- Polish DOS cover art for the enhanced CD version from 1997
- Developer: MDF
- Publisher: USER
- Designer: Mirosław Dymek
- Platforms: DOS, Windows
- Release: 1996
- Genre: Real-time strategy

= Polanie (video game) =

1996 video game

Polanie is a historical real-time strategy video game developed by MDF and published by USER for DOS and Microsoft Windows in 1996. An enhanced CD version was released the following year.

It was the first Polish RTS game and has been since described as a cult classic in Poland. It was followed by Polanie II in 2003. The planned third game, Polanie 3, eventually turned into an unrelated action RPG Two Worlds. A remake of the original was announced in 2014, but has since been cancelled.

== Gameplay ==
The game offered 25 missions, based around the plot of fictional Polan tribal leader Mirek, who returns from an expedition to his hometown only to find it in ruins. Throughout the game, Mirek will try to rebuild his country, defeat enemies, and conquer new lands. The game has fantasy elements, including magic and spell-wielding units. The game economy is based around a single resource, milk, produced by cows which roam regenerating grasslands (therefore unlike some other games, the resources in Polanie can never be exhausted). Military units are expensive to produce, and battles often involve only a few units on each side.

== Development and release ==
Polanie was designed by a team of several young Poles headed by Mirosław Dymek, developed by MDF and released by Hurtownia Oprogramowania USER. When they were designing the game, Dymek and the developer team were students at the AGH University of Science and Technology in Kraków. They did not expect to profit from game sales, but instead saw the game as an entry in their portfolio.

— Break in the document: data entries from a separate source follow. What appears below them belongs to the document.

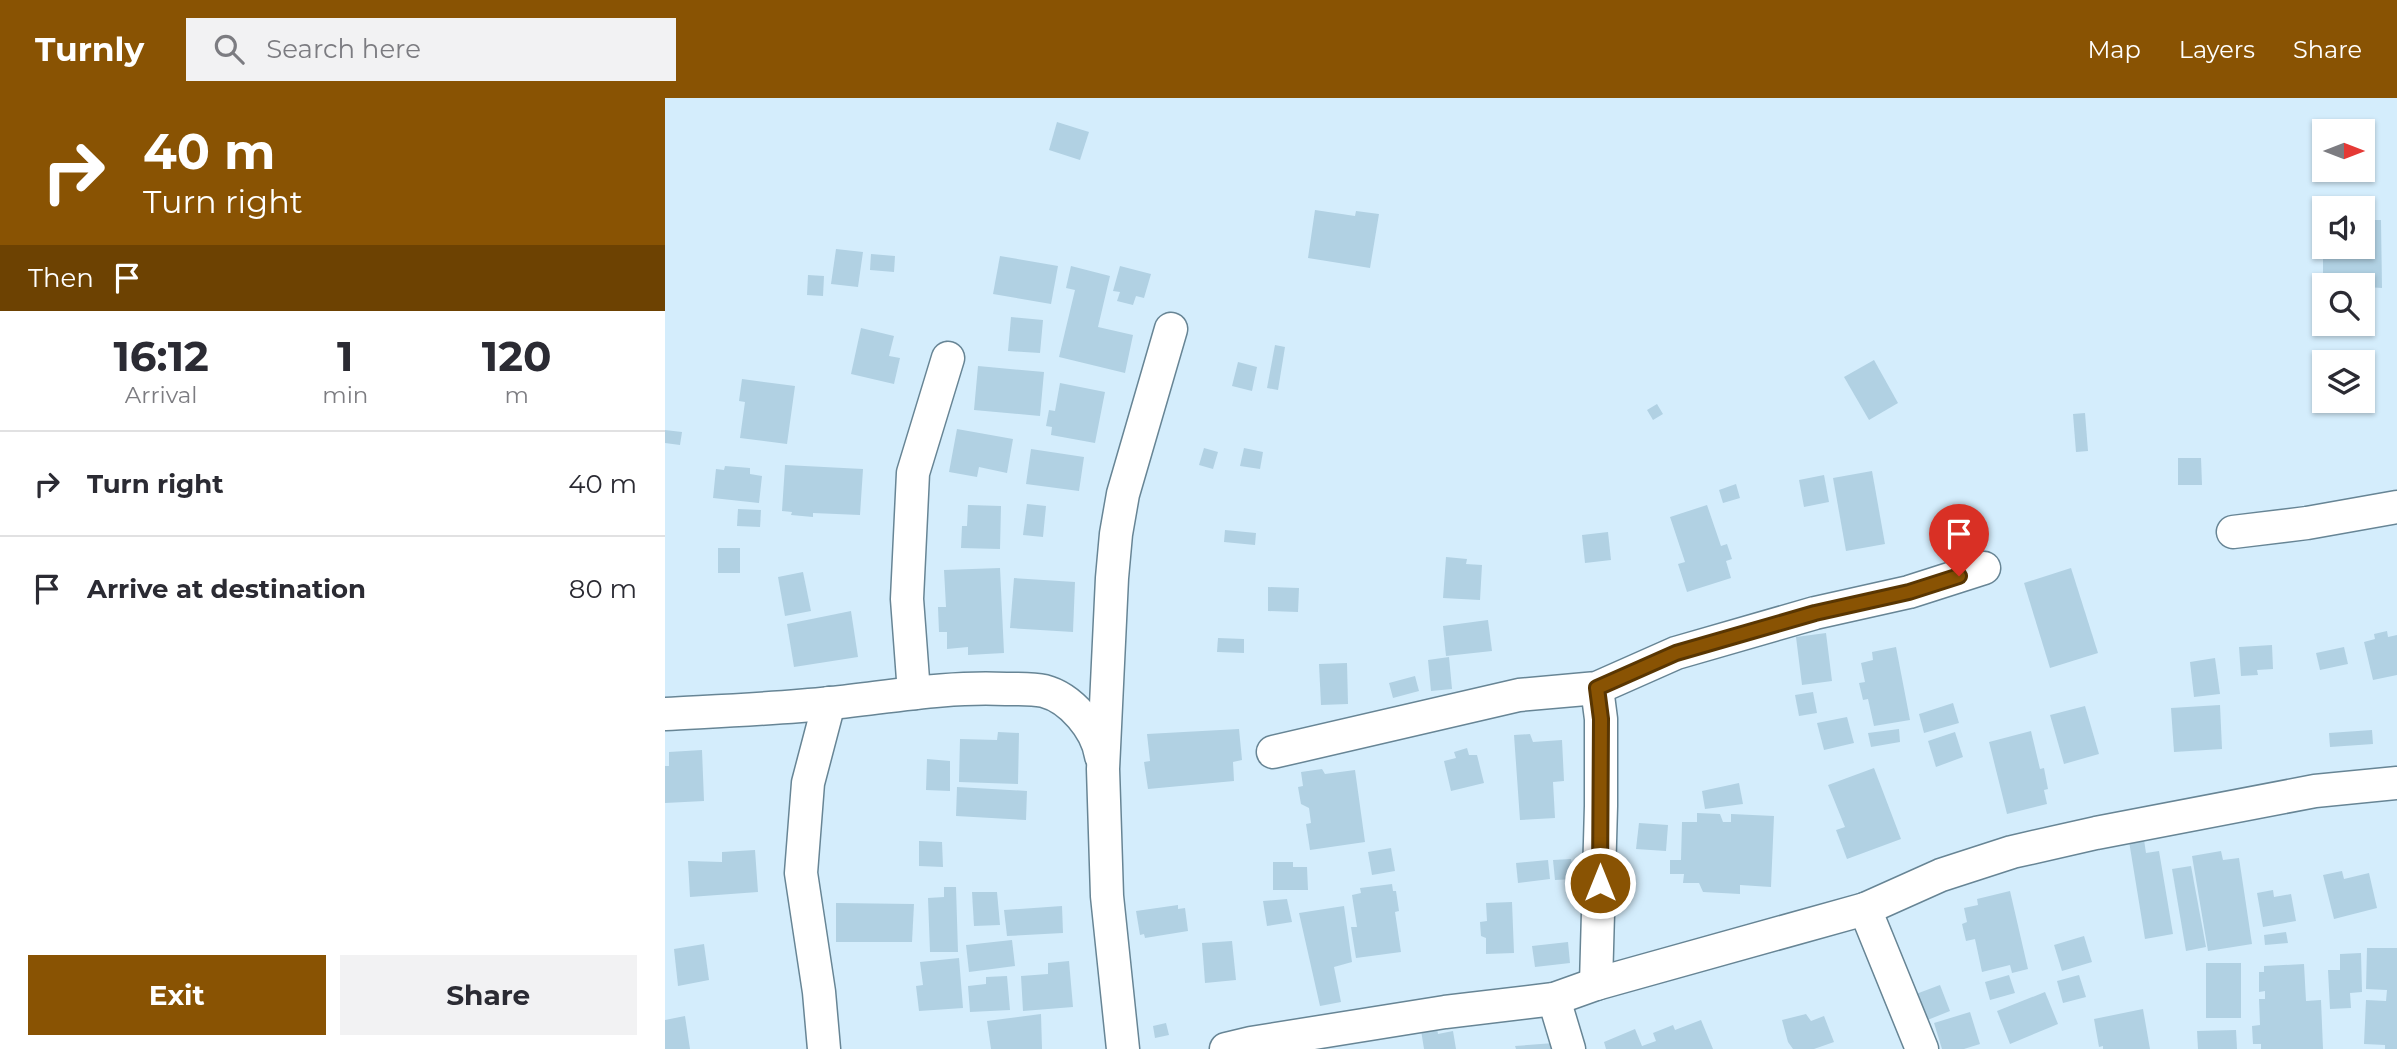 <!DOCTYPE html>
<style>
body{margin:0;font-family:Montserrat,sans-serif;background:#f2f2f3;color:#2b2b33;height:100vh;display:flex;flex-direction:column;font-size:26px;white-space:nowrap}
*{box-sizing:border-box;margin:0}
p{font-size:23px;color:#7c7c81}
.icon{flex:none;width:38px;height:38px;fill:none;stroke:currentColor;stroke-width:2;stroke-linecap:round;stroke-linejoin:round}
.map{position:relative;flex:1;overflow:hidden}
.sheet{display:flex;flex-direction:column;background:#fff;width:665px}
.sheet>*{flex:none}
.hud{background:#895303;color:#fff;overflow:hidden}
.needle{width:46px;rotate:90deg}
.fabs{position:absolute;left:1647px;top:21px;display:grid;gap:14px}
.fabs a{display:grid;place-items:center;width:63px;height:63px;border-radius:0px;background:#fff;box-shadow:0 2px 5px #0004;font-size:35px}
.pin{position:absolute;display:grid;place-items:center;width:60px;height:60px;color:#fff;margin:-72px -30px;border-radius:50% 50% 50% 0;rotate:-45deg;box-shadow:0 0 7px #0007}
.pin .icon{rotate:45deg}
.me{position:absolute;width:77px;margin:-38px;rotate:0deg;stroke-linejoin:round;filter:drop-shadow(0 0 5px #0008)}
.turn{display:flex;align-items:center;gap:24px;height:147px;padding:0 28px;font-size:32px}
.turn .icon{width:91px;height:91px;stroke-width:2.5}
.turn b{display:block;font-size:49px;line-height:60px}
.then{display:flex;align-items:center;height:66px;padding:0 28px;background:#0003;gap:14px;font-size:26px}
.eta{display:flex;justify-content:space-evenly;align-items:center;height:119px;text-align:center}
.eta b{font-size:42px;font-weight:700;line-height:49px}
.cta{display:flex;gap:14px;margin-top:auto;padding:14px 28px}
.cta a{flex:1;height:80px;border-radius:0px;background:#895303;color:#fff;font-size:28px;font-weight:700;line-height:80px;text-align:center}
.cta a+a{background:#f2f2f3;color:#2b2b33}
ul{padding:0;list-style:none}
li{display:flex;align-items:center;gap:21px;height:105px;padding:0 28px;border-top:2px solid #e1e1e2}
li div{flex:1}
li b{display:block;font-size:26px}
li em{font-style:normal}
header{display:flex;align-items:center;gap:42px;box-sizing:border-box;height:98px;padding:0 35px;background:#895303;color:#fff}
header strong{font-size:33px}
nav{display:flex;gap:38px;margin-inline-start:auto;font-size:24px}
.search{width:490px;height:63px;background:#f2f2f3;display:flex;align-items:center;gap:18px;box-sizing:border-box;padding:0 24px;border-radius:0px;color:#7c7c81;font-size:26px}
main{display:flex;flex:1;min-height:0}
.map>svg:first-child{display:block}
</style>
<header>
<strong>Turnly</strong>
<div class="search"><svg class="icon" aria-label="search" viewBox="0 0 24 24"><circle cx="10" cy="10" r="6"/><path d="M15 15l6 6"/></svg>Search here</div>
<nav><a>Map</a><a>Layers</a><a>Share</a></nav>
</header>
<main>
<section class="sheet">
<div class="hud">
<div class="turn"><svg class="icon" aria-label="right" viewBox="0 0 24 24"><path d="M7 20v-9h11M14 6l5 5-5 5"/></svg><div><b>40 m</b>Turn right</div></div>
<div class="then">Then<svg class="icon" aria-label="arrive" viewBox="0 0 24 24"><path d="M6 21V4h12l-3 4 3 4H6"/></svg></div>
</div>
<div class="eta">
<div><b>16:12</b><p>Arrival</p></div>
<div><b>1</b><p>min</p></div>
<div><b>120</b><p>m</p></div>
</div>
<ul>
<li><svg class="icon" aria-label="right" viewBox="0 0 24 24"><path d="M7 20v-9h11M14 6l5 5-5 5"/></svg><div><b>Turn right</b></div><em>40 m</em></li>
<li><svg class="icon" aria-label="arrive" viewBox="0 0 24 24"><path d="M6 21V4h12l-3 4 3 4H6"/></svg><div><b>Arrive at destination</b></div><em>80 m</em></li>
</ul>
<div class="cta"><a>Exit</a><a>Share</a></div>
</section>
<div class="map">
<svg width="1732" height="951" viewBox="0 0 1732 951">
<rect width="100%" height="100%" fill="#d4edfc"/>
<g fill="#b1d1e3">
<path d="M392 24 424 34 415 62 384 52Z"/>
<path d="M650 112 690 118 691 113 714 116 705 170 643 160Z"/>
<path d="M1698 122H1716L1717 190 1673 187V179L1658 180V149H1698Z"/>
<path d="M171 151 198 154 193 189 166 186Z"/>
<path d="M206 156 230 158 229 174 205 172Z"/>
<path d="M335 158 393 168 386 206 328 196Z"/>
<path d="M406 168 445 178 433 229 468 237 460 275 394 259 410 192 401 190Z"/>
<path d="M455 168 486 176 479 200 471 198 468 207 452 203 455 194 448 193Z"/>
<path d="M143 177 159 178 158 198 142 197Z"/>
<path d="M346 219 378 222 375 255 343 253Z"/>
<path d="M196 230 229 238 224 258 235 260 229 286 186 276Z"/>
<path d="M610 247 620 249 613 292 602 290Z"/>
<path d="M1209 262 1233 305 1204 322 1179 279Z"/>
<path d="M573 264 592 269 587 293 567 288Z"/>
<path d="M313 268 379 274 375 318 309 312Z"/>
<path d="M77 281 130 288 122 346 75 340 80 304 74 303Z"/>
<path d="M395 285 440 294 430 345 386 337 387 329 381 328 384 312 390 313Z"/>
<path d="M992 306 998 316 988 322 982 312Z"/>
<path d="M1420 315 1423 353 1411 354 1408 316Z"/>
<path d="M292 331 348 341 342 375 314 369 312 379 284 374Z"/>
<path d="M0 332 17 334 15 347 0 345Z"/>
<path d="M539 350 553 354 548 371 534 367Z"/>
<path d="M579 350 598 354 595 371 575 368Z"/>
<path d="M366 351 419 359 414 393 361 386Z"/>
<path d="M1513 360H1536L1537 387H1513Z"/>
<path d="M120 367 198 371 195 417 148 415V419L126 417 127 414 117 413Z"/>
<path d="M60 368 85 370V376L97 378 94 405 48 400 51 371 59 372Z"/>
<path d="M1207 373 1220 446 1181 453 1168 380Z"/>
<path d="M1159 377 1164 404 1139 409 1134 382Z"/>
<path d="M1071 386 1075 400 1058 405 1054 392Z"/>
<path d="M362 406 381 408 378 439 358 437Z"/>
<path d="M303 407 336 408 335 451 296 450 297 428H302Z"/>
<path d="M1042 407 1056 448 1062 446 1067 461 1061 463 1066 480 1022 494 1013 466 1020 464 1005 419Z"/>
<path d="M73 411 96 412 95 429 72 428Z"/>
<path d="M560 432 591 435 590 447 559 444Z"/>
<path d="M943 434 946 462 920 465 917 437Z"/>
<rect x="53" y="450" width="22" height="25"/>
<path d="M781 459 802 461 801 466 817 467 815 502 778 500Z"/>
<path d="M335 470 339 555 303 557V549L282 551V534H274L273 509H281L279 472Z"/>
<path d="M1406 470 1433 555 1385 570 1359 485Z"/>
<path d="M138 474 146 513 120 518 113 479Z"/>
<path d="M349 480 410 484 408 534 345 530Z"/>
<path d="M603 489 634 490 633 514 603 513Z"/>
<path d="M186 513 193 559 129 569 122 526Z"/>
<path d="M823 522 827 553 781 558 778 528Z"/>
<path d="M1722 533 1723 539 1732 537V577L1708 582 1699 544 1710 541 1709 536Z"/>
<path d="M1161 535 1167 583 1137 587 1131 539Z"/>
<path d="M553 540 579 541V555L552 554Z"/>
<path d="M1607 547 1608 571 1592 572 1593 577 1576 578 1574 549Z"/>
<path d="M1231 549 1245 622 1209 628 1203 601 1198 602 1194 585 1200 584 1196 565 1208 562 1207 554Z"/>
<path d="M1679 549 1683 566 1655 572 1651 555Z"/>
<path d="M784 559 787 591 766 593 763 562Z"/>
<path d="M1550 560 1555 596 1529 599 1525 564Z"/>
<path d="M682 565 683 606 656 607 654 566Z"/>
<path d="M750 578 754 593 728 600 724 585Z"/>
<path d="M1148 594 1152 615 1134 618 1130 597Z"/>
<path d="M1288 605 1294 625 1259 635 1254 616Z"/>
<path d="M1555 607 1557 651 1509 654 1506 610Z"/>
<path d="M1420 608 1434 656 1399 666 1385 617Z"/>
<path d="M1182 619 1189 645 1159 652 1152 625Z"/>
<path d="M574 631 577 662 568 664 569 683 483 691 479 664 485 663 482 636Z"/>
<path d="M1234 631 1235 644 1206 649 1203 635Z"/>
<path d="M1707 632 1708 646 1665 649 1664 635Z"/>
<path d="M1366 633 1375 671 1379 670 1383 691 1379 692 1382 706 1342 716 1324 644Z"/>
<path d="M333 634 354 635 353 686 294 684 295 641 332 642Z"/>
<path d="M1290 634 1298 659 1271 669 1263 643Z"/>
<path d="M865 636 868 644 897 642 899 683 888 684 890 720 855 722 849 637Z"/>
<path d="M802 650 804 657H812L819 685 786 693 779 663 791 660 789 654Z"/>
<path d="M37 652 39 703 0 705V668H4V654Z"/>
<path d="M262 661 285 663V693L261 692Z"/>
<path d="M1209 670 1236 741 1182 761 1171 732 1180 729 1163 687Z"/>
<path d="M657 671 660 676 690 672 700 744 645 752 641 726 646 725 644 710 636 706 633 689 638 688 636 674Z"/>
<path d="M1074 685 1078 706 1040 711 1037 693Z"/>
<path d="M292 689 362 693 361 722 291 718Z"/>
<path d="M1032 715 1055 716 1058 724H1066V716L1109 718 1106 789 1075 787V796L1038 794 1034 785H1018L1019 776H1005V762H1016L1017 724H1032Z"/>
<path d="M974 725 1003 727 1001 753 971 751Z"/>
<path d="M1478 735 1481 755 1494 753 1508 836 1480 841 1463 737Z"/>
<path d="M254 743 277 744 278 769 254 768Z"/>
<path d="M726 750 730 773 707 777 703 754Z"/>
<path d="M90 752 93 794 25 799 23 763 57 764V754Z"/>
<path d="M1556 753 1558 762 1574 760 1587 846 1543 853 1527 758Z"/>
<path d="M906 761 910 781 890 782 888 762Z"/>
<path d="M883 762 885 781 853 785 851 765Z"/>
<path d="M608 764H628V769H642L643 792H608Z"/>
<path d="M1526 768 1541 849 1521 853 1507 771Z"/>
<path d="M1677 773 1679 781 1704 775 1712 810 1669 821 1658 777Z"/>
<path d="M727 786 728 793H731L734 813 730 814 736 854 691 860 686 829H692L687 797 696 795 695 790Z"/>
<path d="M279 789H291L293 854H265L263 800 279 799Z"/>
<path d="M1608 792 1609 799 1626 796 1631 823 1598 829 1592 795Z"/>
<path d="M1345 793 1363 871 1347 875 1345 867 1317 874 1310 841 1301 843 1297 826 1302 824 1299 810 1313 807 1312 801Z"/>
<path d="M307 794H332L335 827 309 828Z"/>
<path d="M622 801 627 824 602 828 598 803Z"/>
<path d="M847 804 849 855 821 856V840L816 838 815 824 822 823 821 805Z"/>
<path d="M171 805 249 806 247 844H171Z"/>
<path d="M513 807V811L520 810 523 833 480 840 479 836 475 837 471 813Z"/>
<path d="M397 808 398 835 342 838 339 812Z"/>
<path d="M679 808 687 864 669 869 676 904 655 908 634 815Z"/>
<path d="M1621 834 1623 845 1600 847 1599 837Z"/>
<path d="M1419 838 1427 864 1397 873 1389 847Z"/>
<path d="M347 842 350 868 304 874 301 847Z"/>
<path d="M567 843 571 882 540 885 537 845Z"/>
<path d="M903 844 905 865 870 869 867 848Z"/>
<path d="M39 846 44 882 13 888 9 851Z"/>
<path d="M1702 850H1732V951H1720V947L1699 946 1701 902 1721 903 1722 892 1701 891Z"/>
<path d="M1696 855 1697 894 1685 895 1686 910 1665 911 1663 872H1675V856Z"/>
<path d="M294 860 298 910 254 913 251 888 258 887 255 864Z"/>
<path d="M404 863 408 909 358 913 356 878 383 876V865Z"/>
<rect x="1541" y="865" width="35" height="55"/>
<path d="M1639 866 1641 903 1656 902 1658 951H1596V946H1588L1587 928 1595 927 1594 901H1600V893L1594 894V874H1599V868Z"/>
<path d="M1344 877 1350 895 1325 902 1320 884Z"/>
<path d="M1414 877 1421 899 1398 905 1392 883Z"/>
<path d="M342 878 345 912 305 914 303 888 321 886V879Z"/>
<path d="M1275 887 1285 913 1260 923 1251 896Z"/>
<path d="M1380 894 1393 926 1345 946 1332 913Z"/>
<path d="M1478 911 1485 951H1438V948L1434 949 1429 921Z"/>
<path d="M1305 914 1315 946 1299 951H1277L1269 925Z"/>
<path d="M376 916 377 951H326L322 923Z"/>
<path d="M1141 916 1146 923 1159 918 1169 944 1149 951H1128L1123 944 1117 922Z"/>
<path d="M20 918 25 951H0V922Z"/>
<path d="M1036 922 1048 951H941L939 944 970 931 977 948 991 943 988 935 1008 927 1010 932Z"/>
<path d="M501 925 504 937 490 940 488 928Z"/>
<path d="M772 930 773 936 788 933 791 951H759L756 932Z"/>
<path d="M1571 932 1572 951H1533L1532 933Z"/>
<path d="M889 945V951H851L850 948Z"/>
</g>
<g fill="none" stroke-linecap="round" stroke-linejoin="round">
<g stroke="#678595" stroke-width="35">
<g id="minor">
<path d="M1568 434 1642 425 1732 409"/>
<path d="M249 595 242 501 248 375 283 260"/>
<path d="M0 616C55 613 111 611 166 605 224 599 282 588 341 591 353 591 367 590 379 593 406 600 432 631 436 658"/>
<path d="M608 654 854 597 932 590 1011 555 1150 515 1244 494 1319 470"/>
<path d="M1200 811 1257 951"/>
<path d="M931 886 936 708V621L932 590"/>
<path d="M889 901 904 951"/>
<path d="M159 951 154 894 136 775 143 685 164 605"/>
<path d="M458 951 442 798 438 671 447 480 451 436 458 396 506 231"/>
<path d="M561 951 586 945 780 914 889 901 931 886 1200 811 1276 777 1347 754 1431 735 1650 693 1732 685"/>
</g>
</g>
<use href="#minor" stroke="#fff" stroke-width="32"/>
</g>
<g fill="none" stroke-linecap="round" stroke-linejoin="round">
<g stroke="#593602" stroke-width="18">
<path id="route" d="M935 785 936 621 932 590 1011 555 1150 515 1244 494 1294 478"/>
</g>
<use href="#route" stroke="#895303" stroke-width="12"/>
</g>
</svg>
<div class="fabs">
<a><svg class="needle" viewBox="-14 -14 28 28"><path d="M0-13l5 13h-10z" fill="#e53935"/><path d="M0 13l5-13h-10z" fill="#7c7c81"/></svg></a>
<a><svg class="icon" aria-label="sound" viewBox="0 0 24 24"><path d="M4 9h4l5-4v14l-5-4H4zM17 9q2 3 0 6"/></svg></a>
<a><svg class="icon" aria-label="search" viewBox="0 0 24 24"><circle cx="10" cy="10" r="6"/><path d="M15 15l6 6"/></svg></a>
<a><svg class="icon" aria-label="layers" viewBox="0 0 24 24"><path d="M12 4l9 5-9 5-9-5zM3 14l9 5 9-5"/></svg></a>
</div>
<div class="pin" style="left:1294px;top:478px;background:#d93025"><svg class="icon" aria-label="arrive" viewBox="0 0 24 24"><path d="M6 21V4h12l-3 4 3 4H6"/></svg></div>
<svg class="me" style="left:935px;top:785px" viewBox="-20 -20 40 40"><circle r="17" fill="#895303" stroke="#fff" stroke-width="3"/><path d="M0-11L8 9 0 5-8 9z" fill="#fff"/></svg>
</div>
</main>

The game was released on floppy disk. An enhanced edition in 1997 was released on CD-ROM, adding new missions (five new scenarios in addition to the one from the base game) and new units. The game was released in Polish, Czech (as Osadnici) and German (as VICTORY). An unofficial English mod called Slaves for the floppy disk version of the game was rumored to exist at one time.

== Reception ==
The game received the award for Best Debut during the 1996 Play-Box trade show in Katowice. Reviews praised innovative and amusing elements, such as the presence of animals like cows and bears. The plot of the game was also positively reviewed, and described as interesting, particular due to the fact some missions instead of regular build and conquer required the player to complete specific objectives, such as leading a cow to a sacrificial altar. Several reviewers criticized the simplistic and underwhelming graphics. The lack of multiplayer functionality was also criticized.

==Legacy==
While the game sold only 6,000 copies, it was considered a surprisingly good record for that time and place, and the game has been since been described as a cult classic in Poland. There, the game has been frequently compared to the international hit Warcraft from 1994, and while reviewers noted it is not strictly better, Polish fans appreciated the game lore tying it to Polish prehistory and Slavic mythology.

In 2003, a sequel, Polanie II for Windows environment, was released. A real-time strategy like its predecessor, it was distributed in English as KnightShift.

A second sequel, Polanie 3 or KnightShift 2: Curse of Souls, was announced in 2004. A playable demo was already available in 2004, with plans for a release in 2005. It was to be a role-playing video game, abandoning its real-time strategy roots, for the PC, PlayStation 3 and Xbox 360 platforms. The game was never released under that title. The project however did develop into a high fantasy action role-playing game Two Worlds, released in 2007, which itself got a sequel, Two Worlds II, in 2011. While the developer team traced the game's continuity to the 1996 game, very few fans realized the connection between those titles.

In 2014, a remake of the original game for Android, iPhone and PC, tentatively titled Polanie Remake, was announced, with a planned release date of 2016 for the 20th anniversary of the original game. It was delayed and eventually cancelled in 2018.